Reciprocal Reward Influence Encourages Cooperation From Self-Interested Agents
John L. Zhou, Weizhe Hong, Jonathan C. Kao
TL;DR
The paper addresses cooperation among self-interested agents in sequential social dilemmas by introducing Reciprocators, RL agents that intrinsically reward reciprocating the influence others have on their returns. The core idea combines a counterfactual value-influence measure with an influence-balance tracker to generate a reciprocal reward that guides opponents toward mutually beneficial actions, without differentiating through their policies or requiring meta-game optimization. The approach yields state-of-the-art cooperative outcomes in IPD and Coins during simultaneous learning and demonstrates resilience to higher-order exploitation, while relying only on first-order RL and standard training procedures.
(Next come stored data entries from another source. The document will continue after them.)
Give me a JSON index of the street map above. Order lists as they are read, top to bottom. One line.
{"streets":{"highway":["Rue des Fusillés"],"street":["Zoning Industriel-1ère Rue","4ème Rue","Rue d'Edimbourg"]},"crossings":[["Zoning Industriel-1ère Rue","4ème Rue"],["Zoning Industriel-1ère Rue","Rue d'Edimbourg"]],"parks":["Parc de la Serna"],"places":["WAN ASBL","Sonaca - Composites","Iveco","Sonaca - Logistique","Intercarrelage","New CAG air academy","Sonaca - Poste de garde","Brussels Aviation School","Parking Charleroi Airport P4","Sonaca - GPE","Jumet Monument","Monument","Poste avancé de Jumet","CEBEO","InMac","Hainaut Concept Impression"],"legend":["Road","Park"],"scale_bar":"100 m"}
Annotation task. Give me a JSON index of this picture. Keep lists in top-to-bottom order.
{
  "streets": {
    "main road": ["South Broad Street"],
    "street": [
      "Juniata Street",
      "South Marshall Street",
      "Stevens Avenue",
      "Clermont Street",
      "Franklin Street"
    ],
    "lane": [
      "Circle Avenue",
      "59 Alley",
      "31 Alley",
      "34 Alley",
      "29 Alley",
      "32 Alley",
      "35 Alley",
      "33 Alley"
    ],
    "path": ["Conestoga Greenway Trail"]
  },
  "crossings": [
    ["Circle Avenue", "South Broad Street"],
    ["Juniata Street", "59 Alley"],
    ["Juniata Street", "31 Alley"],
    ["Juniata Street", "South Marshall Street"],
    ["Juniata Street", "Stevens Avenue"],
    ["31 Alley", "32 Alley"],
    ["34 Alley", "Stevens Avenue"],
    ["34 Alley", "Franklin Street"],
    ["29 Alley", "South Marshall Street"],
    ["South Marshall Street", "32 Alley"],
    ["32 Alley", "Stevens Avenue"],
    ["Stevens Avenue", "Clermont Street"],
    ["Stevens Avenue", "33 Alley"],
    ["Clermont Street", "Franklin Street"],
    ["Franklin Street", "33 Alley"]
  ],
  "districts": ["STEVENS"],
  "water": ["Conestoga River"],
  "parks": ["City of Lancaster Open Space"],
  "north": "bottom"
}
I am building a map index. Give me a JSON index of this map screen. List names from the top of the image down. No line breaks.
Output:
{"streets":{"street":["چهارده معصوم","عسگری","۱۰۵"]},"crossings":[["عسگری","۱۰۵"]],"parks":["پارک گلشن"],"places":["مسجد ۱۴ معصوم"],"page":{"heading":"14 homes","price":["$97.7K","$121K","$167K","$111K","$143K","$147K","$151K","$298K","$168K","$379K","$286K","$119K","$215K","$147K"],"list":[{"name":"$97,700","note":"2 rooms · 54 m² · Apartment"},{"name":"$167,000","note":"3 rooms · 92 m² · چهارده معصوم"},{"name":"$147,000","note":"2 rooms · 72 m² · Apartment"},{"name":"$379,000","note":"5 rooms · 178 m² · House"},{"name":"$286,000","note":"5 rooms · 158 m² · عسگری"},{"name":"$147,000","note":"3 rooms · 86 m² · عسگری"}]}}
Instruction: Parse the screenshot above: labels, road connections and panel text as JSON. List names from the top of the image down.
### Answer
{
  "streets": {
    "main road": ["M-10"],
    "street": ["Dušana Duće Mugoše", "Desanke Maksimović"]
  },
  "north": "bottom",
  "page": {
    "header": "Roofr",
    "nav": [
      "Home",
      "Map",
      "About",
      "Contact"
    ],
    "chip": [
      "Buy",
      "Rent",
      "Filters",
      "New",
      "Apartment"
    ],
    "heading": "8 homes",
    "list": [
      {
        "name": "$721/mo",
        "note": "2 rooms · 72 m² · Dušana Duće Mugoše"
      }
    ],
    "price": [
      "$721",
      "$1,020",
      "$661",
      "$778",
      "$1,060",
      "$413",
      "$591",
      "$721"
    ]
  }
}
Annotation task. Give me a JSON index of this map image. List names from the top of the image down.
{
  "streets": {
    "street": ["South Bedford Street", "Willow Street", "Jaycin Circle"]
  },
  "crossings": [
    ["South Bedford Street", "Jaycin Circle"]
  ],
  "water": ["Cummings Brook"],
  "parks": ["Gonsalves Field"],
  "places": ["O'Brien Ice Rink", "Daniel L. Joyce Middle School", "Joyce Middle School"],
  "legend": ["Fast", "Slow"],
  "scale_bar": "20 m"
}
This work promises a sample-efficient, learning-rule-agnostic pathway to cooperative AI in mixed-motivation multi-agent environments and highlights considerations for practical deployment and future extensions.
Abstract
Cooperation between self-interested individuals is a widespread phenomenon in the natural world, but remains elusive in interactions between artificially intelligent agents. Instead, naive reinforcement learning algorithms typically converge to Pareto-dominated outcomes in even the simplest of social dilemmas. An emerging literature on opponent shaping has demonstrated the ability to reach prosocial outcomes by influencing the learning of other agents. However, such methods differentiate through the learning step of other agents or optimize for meta-game dynamics, which rely on privileged access to opponents' learning algorithms or exponential sample complexity, respectively. To provide a learning rule-agnostic and sample-efficient alternative, we introduce Reciprocators, reinforcement learning agents which are intrinsically motivated to reciprocate the influence of opponents' actions on their returns. This approach seeks to modify other agents' $Q$-values by increasing their return following beneficial actions (with respect to the Reciprocator) and decreasing it after detrimental actions, guiding them towards mutually beneficial actions without directly differentiating through a model of their policy. We show that Reciprocators can be used to promote cooperation in temporally extended social dilemmas during simultaneous learning. Our code is available at https://github.com/johnlyzhou/reciprocator/.